Yael and Noa playing in the leaves
Noa and Yael having fun together outdoors

“Last year was stressful. We had to bring our daughter back from overseas, and my husband shifted out for several months as he works in a hospital and didn’t want to expose me to whatever he might come into contact with. 

“I couldn’t go in to see Tony, my doctor, last year. If I felt I had a bug I was too scared to go in as I didn’t want to pass it on to him or patients in the waiting room, so we had lots of telephone appointments. 

“I have always exercised and was incredibly fit prior to starting treatment, but today I only want to exercise with people who are immunised and that isn’t guaranteed,” said Yael.  

When Yael spoke to CLL News, she’d recently had her first shot of the Astra Zeneca COVID-19 vaccine and her daughter had come home from Melbourne, where she is studying arts, to stay with her parents during the most recent lockdown. 

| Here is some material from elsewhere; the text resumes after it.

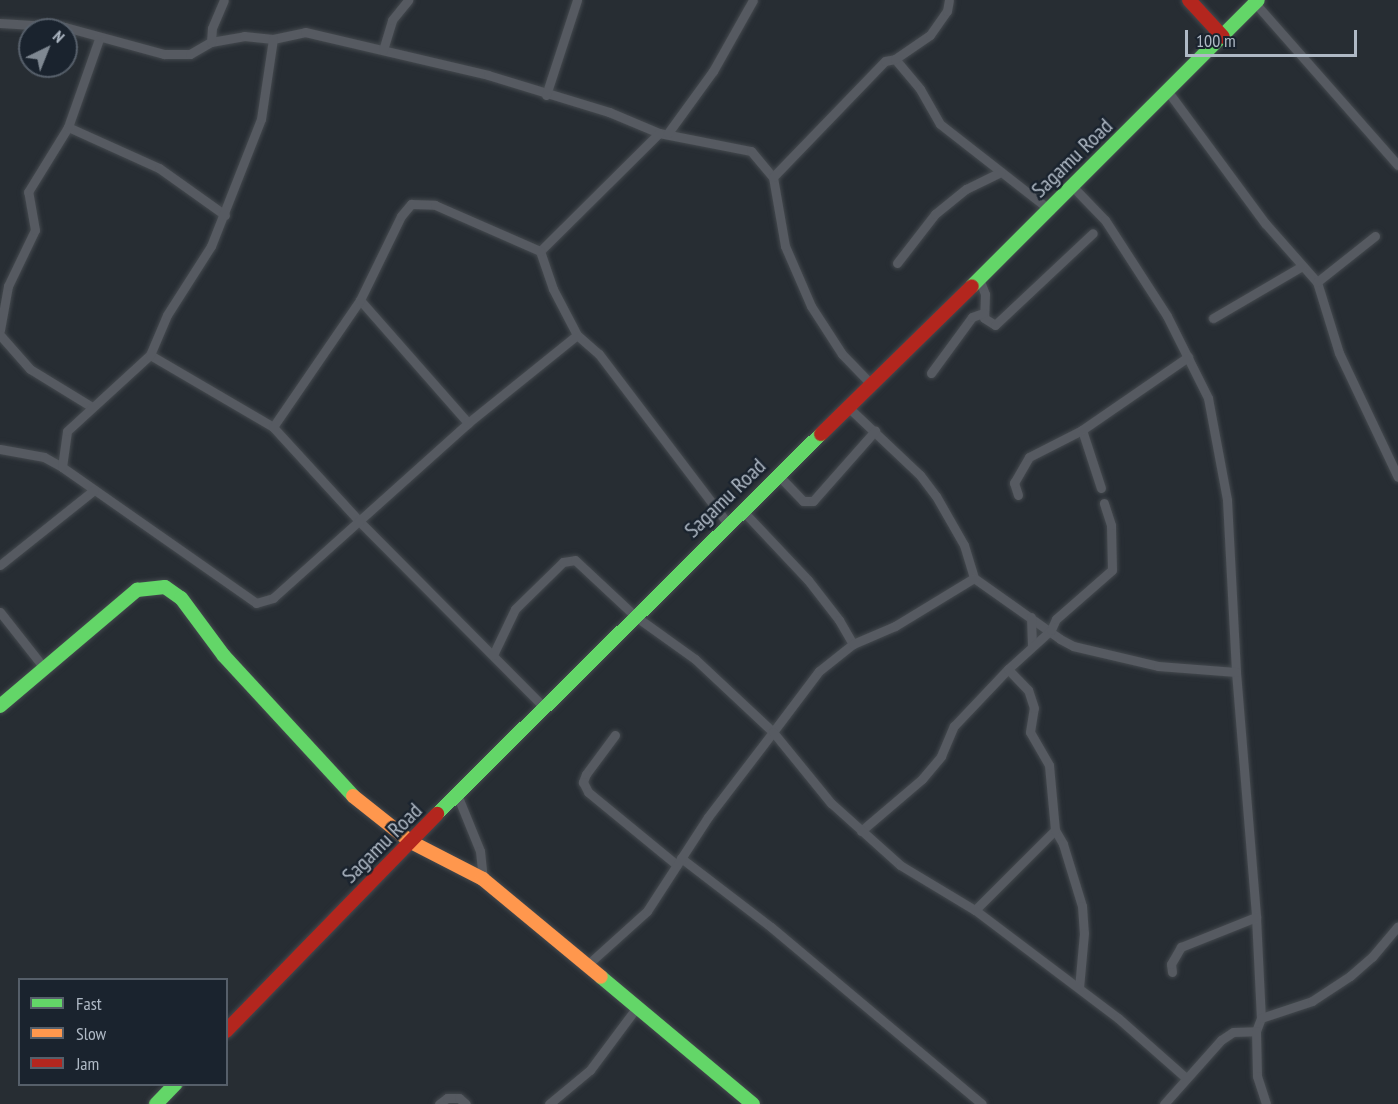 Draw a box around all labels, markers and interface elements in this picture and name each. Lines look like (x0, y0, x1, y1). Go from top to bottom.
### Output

While Noa has always known her mum to have CLL, Yael said, “as the disease became more active and as she became an older teen, I think it has affected her. She has fears to do with her mum’s mortality, but I think that’s what happens when a parent is ill”. 

Right now, Yael says, “I’m someone who has had a chronic condition for 20 years”.  

The Morris family
The Morris family – Noa, Greg, Yael, and Louis – spending time together at home during winter five years ago

“Sometimes, when you get to my age and you have CLL, it’s like, ‘is it CLL or is it menopause?’, you know?” 

But she’s not worried about the future, “as there is too much to look forward to in the here and now”. 

“I’ve decided to worry only when things go wrong. I love living one day at a time where today everything’s fine.”
 

FCR is a combination of the chemotherapy drugs, fludarabine and cyclophosphamide, and the targeted therapy, rituximab. 

** Immunoglobulin G (IgG) is a blood antibody that is part of the immune system and helps to fight off infections.